Employee Skilling
Building Inclusive Leaders: Why Indian companies and B-Schools must partner for skills-based hiring

Business schools are key partners in this effort. Through executive education partnerships and programs, business schools tailor training and development programs that target leaders and situations and arm them with skills that are specific to a company’s unique, real-time needs.
By: Prof Melissa C. Thomas- Hunt
Many Indian workplaces are facing alarming challenges today. Their employees are experiencing elevated degrees of loneliness, isolation, and stress in levels greater than those in other global workplaces. And the recent Gallup Workplace report found that 86% of Indian employees say they are struggling or suffering in some way at work, a figure higher than the global average.
These conditions and statistics should put businesses and their leaders in India on high alert. Companies with disengaged and disconnected workforces experience lower productivity, produce lower quality work, and often have higher rates of employee turnover.
What causes this to be a particularly fraught issue in India? A few factors include:
- Community support has weakened due to urban migration and the decline of nuclear-family structures.
- Many Indian workplaces have a high-pressure, hierarchical work structure, which discourages vulnerability among employees, and
- Indian workplaces traditionally have often had a stigma around mental health, leading employees to rarely admit loneliness.
Loneliness is not just an individual crisis. It’s an organisational risk to high performance.
Despite these obstacles, companies must realise that there is a path to a more generative environment. And addressing the effects of these trends won’t just make employees more engaged and healthier; it will improve a company’s competitiveness and its bottom line over time.

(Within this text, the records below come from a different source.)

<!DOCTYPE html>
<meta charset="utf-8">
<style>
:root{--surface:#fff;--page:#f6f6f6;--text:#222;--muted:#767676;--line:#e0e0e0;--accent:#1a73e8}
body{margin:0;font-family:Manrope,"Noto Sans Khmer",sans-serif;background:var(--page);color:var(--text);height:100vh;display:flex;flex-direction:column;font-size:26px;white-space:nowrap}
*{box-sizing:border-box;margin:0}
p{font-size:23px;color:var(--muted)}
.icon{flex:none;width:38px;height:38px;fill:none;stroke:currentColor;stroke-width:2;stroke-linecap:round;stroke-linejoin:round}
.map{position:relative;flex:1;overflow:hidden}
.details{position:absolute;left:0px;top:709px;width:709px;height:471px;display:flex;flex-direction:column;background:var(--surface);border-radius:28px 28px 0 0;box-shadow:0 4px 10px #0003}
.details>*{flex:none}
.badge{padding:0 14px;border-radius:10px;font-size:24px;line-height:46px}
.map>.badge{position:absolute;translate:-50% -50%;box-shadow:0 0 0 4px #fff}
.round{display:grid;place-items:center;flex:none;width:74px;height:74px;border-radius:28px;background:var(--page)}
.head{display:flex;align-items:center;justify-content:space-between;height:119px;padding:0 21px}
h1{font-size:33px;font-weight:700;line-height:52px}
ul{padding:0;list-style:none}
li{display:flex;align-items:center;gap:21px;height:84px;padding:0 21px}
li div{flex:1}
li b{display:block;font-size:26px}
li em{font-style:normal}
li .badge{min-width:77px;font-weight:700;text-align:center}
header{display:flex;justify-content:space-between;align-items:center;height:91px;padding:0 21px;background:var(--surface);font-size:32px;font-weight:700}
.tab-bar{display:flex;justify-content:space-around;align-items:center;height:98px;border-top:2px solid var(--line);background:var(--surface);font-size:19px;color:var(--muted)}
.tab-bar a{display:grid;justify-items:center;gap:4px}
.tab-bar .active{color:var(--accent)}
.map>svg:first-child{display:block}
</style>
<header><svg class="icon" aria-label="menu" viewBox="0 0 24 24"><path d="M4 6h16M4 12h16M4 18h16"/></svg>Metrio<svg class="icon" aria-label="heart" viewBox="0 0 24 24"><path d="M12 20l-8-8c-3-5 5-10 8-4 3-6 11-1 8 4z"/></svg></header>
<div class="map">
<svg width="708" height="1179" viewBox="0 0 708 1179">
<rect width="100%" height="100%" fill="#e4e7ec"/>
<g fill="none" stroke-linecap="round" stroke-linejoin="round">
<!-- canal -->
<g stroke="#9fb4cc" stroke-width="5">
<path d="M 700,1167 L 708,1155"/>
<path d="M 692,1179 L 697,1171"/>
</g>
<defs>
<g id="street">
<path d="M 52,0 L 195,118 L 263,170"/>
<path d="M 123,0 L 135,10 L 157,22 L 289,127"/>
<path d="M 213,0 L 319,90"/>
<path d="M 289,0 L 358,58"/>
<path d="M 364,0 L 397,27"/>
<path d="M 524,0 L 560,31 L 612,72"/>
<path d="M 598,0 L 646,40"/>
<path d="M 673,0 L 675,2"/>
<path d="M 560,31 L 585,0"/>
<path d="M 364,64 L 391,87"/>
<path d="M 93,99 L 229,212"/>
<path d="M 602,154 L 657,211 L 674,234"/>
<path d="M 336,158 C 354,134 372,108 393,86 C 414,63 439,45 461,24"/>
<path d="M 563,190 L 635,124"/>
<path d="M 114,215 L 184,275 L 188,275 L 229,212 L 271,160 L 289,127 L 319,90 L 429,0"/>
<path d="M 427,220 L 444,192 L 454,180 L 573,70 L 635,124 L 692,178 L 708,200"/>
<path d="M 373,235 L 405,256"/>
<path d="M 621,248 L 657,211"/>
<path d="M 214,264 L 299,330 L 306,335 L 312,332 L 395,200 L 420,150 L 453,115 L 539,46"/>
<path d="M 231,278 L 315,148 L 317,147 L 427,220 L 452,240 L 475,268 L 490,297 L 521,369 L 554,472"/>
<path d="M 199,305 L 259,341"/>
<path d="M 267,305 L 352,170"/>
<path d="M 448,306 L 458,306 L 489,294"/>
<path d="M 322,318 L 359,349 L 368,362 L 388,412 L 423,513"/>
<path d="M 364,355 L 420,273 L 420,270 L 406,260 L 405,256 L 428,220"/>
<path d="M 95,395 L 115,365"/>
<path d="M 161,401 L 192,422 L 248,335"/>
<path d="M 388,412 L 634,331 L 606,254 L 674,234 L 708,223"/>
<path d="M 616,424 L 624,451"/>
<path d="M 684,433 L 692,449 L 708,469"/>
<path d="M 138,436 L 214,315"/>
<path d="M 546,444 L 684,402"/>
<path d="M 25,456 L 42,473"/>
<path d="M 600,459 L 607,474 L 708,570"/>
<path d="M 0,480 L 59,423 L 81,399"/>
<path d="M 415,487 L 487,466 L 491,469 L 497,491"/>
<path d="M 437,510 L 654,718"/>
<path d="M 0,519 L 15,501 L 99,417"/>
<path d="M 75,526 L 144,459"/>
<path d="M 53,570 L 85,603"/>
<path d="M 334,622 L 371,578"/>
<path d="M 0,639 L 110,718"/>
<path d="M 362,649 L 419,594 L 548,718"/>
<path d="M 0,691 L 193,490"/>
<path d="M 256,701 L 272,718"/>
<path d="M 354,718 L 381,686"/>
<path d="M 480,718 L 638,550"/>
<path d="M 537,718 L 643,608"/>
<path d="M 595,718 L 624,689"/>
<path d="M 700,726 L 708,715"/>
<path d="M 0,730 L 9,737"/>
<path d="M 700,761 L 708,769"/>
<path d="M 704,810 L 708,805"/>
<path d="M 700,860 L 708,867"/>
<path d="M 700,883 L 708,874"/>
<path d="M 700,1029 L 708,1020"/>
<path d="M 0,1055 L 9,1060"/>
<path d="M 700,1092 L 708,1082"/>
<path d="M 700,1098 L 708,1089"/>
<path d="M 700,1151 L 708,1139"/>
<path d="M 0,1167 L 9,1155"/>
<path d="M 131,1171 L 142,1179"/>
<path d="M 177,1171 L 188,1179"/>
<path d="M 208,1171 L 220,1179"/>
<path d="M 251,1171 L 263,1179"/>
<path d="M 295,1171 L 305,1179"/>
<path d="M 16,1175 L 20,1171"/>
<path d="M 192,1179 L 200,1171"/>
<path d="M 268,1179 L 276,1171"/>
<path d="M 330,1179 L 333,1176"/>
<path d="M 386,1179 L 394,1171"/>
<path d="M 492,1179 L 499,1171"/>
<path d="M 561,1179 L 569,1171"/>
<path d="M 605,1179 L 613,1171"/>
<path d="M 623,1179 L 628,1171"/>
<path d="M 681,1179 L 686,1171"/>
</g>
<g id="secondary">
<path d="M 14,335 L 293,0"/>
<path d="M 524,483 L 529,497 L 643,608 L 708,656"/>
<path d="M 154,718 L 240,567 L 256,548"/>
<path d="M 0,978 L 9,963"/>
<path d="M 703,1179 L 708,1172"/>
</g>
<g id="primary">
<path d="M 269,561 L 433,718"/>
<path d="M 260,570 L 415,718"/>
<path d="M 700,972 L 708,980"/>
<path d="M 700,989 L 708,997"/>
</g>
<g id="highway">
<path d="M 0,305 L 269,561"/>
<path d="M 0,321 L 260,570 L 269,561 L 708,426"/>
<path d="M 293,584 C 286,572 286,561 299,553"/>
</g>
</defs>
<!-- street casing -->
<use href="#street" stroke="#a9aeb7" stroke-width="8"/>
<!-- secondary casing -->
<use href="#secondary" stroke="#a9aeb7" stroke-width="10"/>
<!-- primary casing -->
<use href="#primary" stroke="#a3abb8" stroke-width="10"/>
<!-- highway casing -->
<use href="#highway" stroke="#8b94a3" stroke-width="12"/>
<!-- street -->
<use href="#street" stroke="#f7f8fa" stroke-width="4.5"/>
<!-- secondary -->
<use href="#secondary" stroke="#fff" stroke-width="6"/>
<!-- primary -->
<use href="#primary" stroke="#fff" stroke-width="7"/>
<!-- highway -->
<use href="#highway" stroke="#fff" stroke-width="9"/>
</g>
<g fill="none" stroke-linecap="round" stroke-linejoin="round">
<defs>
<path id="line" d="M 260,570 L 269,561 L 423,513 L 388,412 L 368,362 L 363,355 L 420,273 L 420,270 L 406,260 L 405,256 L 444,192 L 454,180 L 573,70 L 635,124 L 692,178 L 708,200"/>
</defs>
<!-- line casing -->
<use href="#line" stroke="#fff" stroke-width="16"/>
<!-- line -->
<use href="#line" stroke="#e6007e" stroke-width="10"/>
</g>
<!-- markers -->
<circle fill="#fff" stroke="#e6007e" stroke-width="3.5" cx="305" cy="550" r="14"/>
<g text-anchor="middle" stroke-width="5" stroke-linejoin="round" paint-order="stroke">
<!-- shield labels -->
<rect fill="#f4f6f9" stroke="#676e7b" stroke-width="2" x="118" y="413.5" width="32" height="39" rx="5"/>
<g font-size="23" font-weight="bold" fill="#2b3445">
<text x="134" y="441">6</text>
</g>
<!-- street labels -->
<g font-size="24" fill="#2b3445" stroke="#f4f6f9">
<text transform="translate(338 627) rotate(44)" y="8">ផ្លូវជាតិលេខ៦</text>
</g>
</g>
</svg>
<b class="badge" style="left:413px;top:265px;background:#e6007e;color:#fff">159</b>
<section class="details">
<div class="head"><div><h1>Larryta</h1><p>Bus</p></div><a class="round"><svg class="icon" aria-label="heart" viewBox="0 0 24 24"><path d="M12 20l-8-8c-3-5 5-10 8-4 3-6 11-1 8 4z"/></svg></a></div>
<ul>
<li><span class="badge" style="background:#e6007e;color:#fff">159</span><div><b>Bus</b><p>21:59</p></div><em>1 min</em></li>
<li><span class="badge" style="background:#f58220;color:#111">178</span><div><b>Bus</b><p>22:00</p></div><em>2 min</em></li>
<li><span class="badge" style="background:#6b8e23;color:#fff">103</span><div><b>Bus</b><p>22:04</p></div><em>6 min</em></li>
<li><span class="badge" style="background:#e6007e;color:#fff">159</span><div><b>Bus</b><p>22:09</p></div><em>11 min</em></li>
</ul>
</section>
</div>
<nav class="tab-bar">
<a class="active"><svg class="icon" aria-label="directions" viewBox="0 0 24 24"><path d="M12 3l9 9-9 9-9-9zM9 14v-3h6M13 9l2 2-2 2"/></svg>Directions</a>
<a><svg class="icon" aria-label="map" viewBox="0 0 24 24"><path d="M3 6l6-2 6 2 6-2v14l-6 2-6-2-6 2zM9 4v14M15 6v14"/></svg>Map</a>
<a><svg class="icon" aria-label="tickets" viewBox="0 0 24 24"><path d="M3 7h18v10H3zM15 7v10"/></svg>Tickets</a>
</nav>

So where should businesses start?
The key focus in these efforts is already in the workplace. It’s the secret of the first-line team leader, who occupies a place in an organisation with outsized influence and ability to positively (or negatively) affect individuals, teams, and by extension, entire workforces.
Savvy companies have learned that investing in the development of these first-line leaders can build a pipeline of capable leaders who can leverage the expertise within their teams.
Why is that important? Improvements at the team level have a multiplier effect in an organisation. A first-line leader who can foster a connected, engaged team empowers multiple people, thereby improving work quality, productivity, job satisfaction, and employee retention.
Business schools are key partners in this effort. Through executive education partnerships and programs, business schools tailor training and development programs that target leaders and situations and arm them with skills that are specific to a company’s unique, real-time needs.
The business schools should work with companies to consistently develop programs that address specific needs. A key focus should be on empowering front-line leaders to foster connections among employees that pay off in numerous ways.
Partnerships between companies and business schools can yield comprehensive programs and training. But your first-line leaders can start now. Get to know your colleagues. Learn who they care about, why they do the work they do, and what they most care about. Asking about their backgrounds and interests seems simple, but it energizes, creates connection, and pays huge dividends.
Creating connection goes beyond showing kindness. Leaders can lend their status and credibility to others. Doing so creates an ecosystem in which individuals’ expertise can be recognised and leveraged. We are often eager to help those who are already established. Helping those who need to build their brand, however, builds loyalty and motivation to work to deliver meaningful outcomes. Many people are apprehensive about asking for help, so when you spot a colleague in need and fill in the gap, you'll boost your relationship and engender loyalty. Helping others makes us feel good ourselves, so you get double benefits.
These are simple approaches, but they are the first steps to building a critical component to more effective and inclusive teams – social connection.
Good social connections and trust among colleagues improve a company’s culture by helping colleagues forge a bond with one another. In turn, that bond creates a shared capacity for listening to and learning from one another, fostering collaboration and even jumpstarting innovation.
This approach might be simple, but it’s not easy for front-line leaders or team members.
For some, it’s scary and feels awkward, especially if the workplace has not typically fostered social connections. Putting in the effort can be exhausting. It’s easier to retreat into a mobile phone and virtual connections, which require far less effort and carry fewer perceived risks.
If you truly wish to connect, be bold and vulnerable. Commit to being curious about others and sharing your own experiences.
Frontline leaders can facilitate connection in small doses by hosting regular opportunities for employees to learn more about one another or engage in collective efforts around hobbies, passions, games, or non-work problem-solving interdependent activities. A connected team is more engaged and willing to probe to leverage the expertise of its members toward organisational performance.
Companies can invest in developing engaged, capable first-line managers who perform as community builders, not taskmasters. This, too, is an opportunity for effective partnerships between companies and business schools.
Team leaders are crucial: they can set the culture of curiosity and seek divergent views, build trust, and enable employees to express their unique expertise.
In the end, this is an investment with a return for today’s businesses in ultra-competitive environments. A connected work community is a business advantage. More than that, it’s a competitive imperative.
(The author of the article is the John D. Forbes Distinguished Professor of Business Administration, Vice Dean, and Senior Associate Dean for Professional Degree Programs at the University of Virginia Darden School of Business.)